[[ Entries provided, beginning ]]

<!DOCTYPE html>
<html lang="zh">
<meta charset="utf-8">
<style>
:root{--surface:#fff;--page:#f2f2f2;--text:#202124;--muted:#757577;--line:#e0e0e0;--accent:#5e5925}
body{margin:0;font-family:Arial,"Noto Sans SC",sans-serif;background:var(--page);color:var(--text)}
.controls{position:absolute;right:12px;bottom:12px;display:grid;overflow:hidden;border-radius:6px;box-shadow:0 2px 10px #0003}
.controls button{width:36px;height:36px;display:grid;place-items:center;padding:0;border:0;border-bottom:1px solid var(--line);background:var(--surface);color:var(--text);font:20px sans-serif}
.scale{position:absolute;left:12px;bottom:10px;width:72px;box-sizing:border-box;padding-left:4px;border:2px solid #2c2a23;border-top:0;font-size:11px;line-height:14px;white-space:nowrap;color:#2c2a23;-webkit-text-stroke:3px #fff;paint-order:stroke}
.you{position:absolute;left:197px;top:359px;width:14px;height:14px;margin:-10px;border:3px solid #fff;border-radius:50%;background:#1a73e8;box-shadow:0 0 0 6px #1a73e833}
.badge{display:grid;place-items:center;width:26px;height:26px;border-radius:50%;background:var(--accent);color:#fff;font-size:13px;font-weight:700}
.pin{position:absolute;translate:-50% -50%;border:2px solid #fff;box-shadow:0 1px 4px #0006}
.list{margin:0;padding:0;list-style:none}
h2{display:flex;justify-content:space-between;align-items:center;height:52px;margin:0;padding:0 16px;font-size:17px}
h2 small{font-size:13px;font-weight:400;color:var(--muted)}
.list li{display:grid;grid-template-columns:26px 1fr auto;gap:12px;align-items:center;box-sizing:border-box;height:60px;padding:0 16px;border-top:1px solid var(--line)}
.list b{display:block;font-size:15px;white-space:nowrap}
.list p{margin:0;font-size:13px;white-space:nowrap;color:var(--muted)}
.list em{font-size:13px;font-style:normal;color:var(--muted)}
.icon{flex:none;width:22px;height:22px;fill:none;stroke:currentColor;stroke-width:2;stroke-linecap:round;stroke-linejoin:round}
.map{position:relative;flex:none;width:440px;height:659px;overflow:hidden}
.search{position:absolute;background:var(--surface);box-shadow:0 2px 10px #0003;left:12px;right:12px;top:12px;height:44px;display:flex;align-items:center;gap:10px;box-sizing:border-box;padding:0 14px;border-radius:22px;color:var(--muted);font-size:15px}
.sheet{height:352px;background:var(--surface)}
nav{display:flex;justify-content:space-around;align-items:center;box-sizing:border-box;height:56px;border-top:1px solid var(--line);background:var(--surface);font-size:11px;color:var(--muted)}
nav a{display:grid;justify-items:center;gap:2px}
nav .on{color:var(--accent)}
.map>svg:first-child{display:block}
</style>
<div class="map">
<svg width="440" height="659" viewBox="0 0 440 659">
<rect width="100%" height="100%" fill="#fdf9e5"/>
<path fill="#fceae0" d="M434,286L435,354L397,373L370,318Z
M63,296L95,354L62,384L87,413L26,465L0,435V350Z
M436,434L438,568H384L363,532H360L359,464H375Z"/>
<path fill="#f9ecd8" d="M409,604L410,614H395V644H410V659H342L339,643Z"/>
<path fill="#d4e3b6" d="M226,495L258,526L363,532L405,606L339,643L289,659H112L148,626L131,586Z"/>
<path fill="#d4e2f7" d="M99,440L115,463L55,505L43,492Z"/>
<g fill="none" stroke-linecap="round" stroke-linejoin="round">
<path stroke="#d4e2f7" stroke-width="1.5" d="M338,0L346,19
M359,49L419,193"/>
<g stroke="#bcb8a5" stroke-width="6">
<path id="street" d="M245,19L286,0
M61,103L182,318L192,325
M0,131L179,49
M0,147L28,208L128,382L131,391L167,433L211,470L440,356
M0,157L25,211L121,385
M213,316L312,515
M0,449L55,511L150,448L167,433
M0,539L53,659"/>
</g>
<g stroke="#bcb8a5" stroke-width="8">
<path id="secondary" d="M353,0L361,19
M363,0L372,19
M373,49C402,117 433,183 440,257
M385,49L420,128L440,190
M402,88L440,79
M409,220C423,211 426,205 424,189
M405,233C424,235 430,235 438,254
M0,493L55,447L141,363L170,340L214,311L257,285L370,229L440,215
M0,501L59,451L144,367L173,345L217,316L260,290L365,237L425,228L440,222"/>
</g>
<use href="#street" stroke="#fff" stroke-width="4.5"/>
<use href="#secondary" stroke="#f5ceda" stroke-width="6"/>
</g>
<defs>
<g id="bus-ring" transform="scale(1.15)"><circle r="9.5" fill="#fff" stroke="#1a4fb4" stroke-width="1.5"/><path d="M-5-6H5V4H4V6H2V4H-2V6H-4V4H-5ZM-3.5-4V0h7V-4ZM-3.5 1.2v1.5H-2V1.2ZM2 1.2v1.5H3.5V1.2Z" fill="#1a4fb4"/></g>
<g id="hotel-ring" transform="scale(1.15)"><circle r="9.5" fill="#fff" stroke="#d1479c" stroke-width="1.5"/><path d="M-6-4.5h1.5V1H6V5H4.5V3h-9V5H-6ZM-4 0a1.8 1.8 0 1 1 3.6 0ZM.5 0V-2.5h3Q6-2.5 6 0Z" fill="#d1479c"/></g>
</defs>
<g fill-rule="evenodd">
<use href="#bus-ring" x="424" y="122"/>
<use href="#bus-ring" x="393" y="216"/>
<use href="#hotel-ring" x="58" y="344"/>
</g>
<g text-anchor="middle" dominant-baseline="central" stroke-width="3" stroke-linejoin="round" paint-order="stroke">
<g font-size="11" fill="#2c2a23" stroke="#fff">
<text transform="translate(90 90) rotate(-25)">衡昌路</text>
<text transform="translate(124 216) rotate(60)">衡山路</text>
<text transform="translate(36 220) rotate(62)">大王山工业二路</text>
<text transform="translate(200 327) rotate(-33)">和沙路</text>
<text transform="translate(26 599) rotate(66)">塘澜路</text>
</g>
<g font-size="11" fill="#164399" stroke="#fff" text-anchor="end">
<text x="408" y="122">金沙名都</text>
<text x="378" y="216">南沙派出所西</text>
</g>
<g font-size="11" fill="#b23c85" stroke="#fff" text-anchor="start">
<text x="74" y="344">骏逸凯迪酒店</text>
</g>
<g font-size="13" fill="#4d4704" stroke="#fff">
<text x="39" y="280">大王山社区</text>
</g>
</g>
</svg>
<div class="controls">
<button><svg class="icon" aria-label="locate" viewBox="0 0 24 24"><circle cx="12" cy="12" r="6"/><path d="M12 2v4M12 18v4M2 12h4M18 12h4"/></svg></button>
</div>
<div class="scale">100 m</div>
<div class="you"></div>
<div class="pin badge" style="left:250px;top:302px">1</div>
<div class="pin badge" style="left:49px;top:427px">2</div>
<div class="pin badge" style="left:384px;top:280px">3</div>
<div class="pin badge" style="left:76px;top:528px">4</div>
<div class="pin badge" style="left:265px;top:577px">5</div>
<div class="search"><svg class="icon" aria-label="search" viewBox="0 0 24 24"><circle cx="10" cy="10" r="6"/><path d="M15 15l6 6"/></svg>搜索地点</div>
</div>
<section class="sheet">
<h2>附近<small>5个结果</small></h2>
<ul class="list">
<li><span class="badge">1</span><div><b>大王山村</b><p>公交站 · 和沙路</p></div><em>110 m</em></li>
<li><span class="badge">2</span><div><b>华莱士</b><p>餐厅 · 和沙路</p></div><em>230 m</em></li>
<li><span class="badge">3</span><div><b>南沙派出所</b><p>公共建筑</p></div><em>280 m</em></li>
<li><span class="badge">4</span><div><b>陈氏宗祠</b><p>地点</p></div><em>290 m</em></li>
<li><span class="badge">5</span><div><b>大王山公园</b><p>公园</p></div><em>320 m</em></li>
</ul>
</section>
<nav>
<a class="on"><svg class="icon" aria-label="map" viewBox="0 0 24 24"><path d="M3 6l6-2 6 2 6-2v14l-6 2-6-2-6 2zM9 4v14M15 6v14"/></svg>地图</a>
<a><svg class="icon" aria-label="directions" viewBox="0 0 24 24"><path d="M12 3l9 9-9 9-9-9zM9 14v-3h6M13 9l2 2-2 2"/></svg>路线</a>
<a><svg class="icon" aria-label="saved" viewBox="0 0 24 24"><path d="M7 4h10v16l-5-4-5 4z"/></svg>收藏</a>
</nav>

[[ Entries provided, end ]]

Exercise goal => After identifying the lines above that contain "serif", copy each one.

Answer below =>
body{margin:0;font-family:Arial,"Noto Sans SC",sans-serif;background:var(--page);color:var(--text)}
.controls button{width:36px;height:36px;display:grid;place-items:center;padding:0;border:0;border-bottom:1px solid var(--line);background:var(--surface);color:var(--text);font:20px sans-serif}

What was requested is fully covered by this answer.